Kamala Harris’ Ellipse speech pushed back against ‘Trump’s division’

Kamala Harris’ closing campaign speech at the Ellipse on Tuesday night was a mirror image of the January 6, 2021, Ellipse rally that Donald Trump incited into a violent riot. While Trump’s remarks fueled distrust and even hatred of the democratic process, Harris’ speech sought to convince skeptical Americans that democracy is still a system worth protecting.

“Donald Trump has spent a decade trying to keep the American people divided and afraid of each other,” Harris told a crowd. estimated at over 75,000 followers which stretched from the Ellipse to the grounds of the Washington Monument. “I’m here tonight to say: That’s not who we are.”

Harris’ speech sought to convince skeptical Americans that democracy is still a system worth protecting.

That could be said as much about the fragile state of American democracy as about Harris throwing up a race against Trump. Harris vowed to carve out “another path” from Trump’s division, pledging to “seek common ground and common sense solutions to make your life better.”

Harris’ remarks also offered a not-so-subtle throwback to 2020 and 2022, when President Joe Biden decided — against the advice of consultants and experts — to focus his closing arguments on the importance of protecting democracy from authoritarian threats. Biden knew better than the commentators, and his decision to emphasize democracy staved off Trump in 2020 and the mythical red wave in 2022. Now Harris hopes some of that magic rubs off on her own campaign.

It seems that there is reason for such hope. This week’s New York Times/Siena College poll found that nearly 8 in 10 Americans feel democracy is threatened. Nor are voters mistaken about where the threat is coming from. As a growing number of his former government officials and military leaders has made clear in recent weeks, Trump poses a clear and present danger to our nation’s most fundamental democratic safeguards.

There are plenty of voters who disagree with Harris’ reverence for democracy. One of them, former Trump aide Steve Bannon, was released from federal prison on Tuesday after serving a four-month sentence for refusing to cooperate with the official investigation into the Jan. 6 attacks. One of Bannon’s first acts as a free man was to urge Trump to prematurely declare victory next Tuesday in an attempt to undermine public faith in the vote-counting effort.

Others are more direct. House Freedom Caucus leader Rep. Andy Harris, R-Md., made headlines last week when he shot down the idea of ​​simply giving North Carolina’s 16 electoral votes to Trump before the results are counted. Harris’ reasoning was that Trump would probably win the state anyway, so why even bother with the hassles of democracy? The outrageous proposal elicited barely a peep of protest from Trump’s lapdog, Republican lawmakers.
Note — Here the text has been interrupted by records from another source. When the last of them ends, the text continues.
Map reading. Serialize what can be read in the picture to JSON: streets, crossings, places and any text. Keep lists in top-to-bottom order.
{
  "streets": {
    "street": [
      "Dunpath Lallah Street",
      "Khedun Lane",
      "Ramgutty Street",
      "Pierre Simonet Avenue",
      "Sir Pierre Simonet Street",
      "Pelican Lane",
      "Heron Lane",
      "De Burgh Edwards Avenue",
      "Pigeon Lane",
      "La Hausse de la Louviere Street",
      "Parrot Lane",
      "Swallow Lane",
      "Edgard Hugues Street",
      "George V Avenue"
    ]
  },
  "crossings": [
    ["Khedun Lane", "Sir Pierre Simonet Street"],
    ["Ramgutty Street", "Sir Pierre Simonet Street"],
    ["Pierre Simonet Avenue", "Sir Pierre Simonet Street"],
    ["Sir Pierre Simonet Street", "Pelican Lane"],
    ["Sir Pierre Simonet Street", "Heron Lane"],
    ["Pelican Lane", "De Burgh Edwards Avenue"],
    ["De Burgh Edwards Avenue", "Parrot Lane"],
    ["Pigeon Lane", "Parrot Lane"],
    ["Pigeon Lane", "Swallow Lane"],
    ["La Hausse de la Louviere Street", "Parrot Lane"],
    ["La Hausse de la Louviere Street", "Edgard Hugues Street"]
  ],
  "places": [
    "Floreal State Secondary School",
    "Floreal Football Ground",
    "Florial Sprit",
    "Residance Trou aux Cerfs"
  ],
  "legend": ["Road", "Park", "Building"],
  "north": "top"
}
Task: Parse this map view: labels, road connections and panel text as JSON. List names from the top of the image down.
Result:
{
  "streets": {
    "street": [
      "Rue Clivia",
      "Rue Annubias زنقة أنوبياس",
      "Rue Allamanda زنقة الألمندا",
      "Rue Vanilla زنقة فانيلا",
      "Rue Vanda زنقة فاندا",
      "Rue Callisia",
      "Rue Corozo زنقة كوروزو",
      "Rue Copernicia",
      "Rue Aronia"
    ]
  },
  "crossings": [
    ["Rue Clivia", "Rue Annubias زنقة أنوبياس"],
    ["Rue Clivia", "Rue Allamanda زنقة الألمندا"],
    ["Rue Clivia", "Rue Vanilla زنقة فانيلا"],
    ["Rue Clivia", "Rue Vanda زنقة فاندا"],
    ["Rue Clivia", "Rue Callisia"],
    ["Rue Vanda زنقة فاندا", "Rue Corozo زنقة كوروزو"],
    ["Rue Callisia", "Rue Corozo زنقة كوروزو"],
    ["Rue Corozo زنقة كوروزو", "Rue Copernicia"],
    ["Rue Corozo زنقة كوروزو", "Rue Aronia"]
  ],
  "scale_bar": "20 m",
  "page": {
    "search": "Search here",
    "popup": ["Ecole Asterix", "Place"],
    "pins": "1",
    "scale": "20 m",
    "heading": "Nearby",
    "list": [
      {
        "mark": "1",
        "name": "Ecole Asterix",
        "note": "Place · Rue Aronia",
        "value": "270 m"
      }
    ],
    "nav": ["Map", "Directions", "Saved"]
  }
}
But Harris did not limit himself to a high-minded defense of democracy. After months of Trump tailing Democrats on the economy, she took the fight to the GOP with a forceful explanation of how four years of a “Trump sales tax” would be disastrous for people’s bank accounts.

Harris hammered Trump on trade, pointing out that his tariff policy would amount to “a 20% national sales tax on everything you buy that’s imported. Clothes, food, toys, cell phones, a Trump sales tax that would cost the average family almost $4,000 more a year.”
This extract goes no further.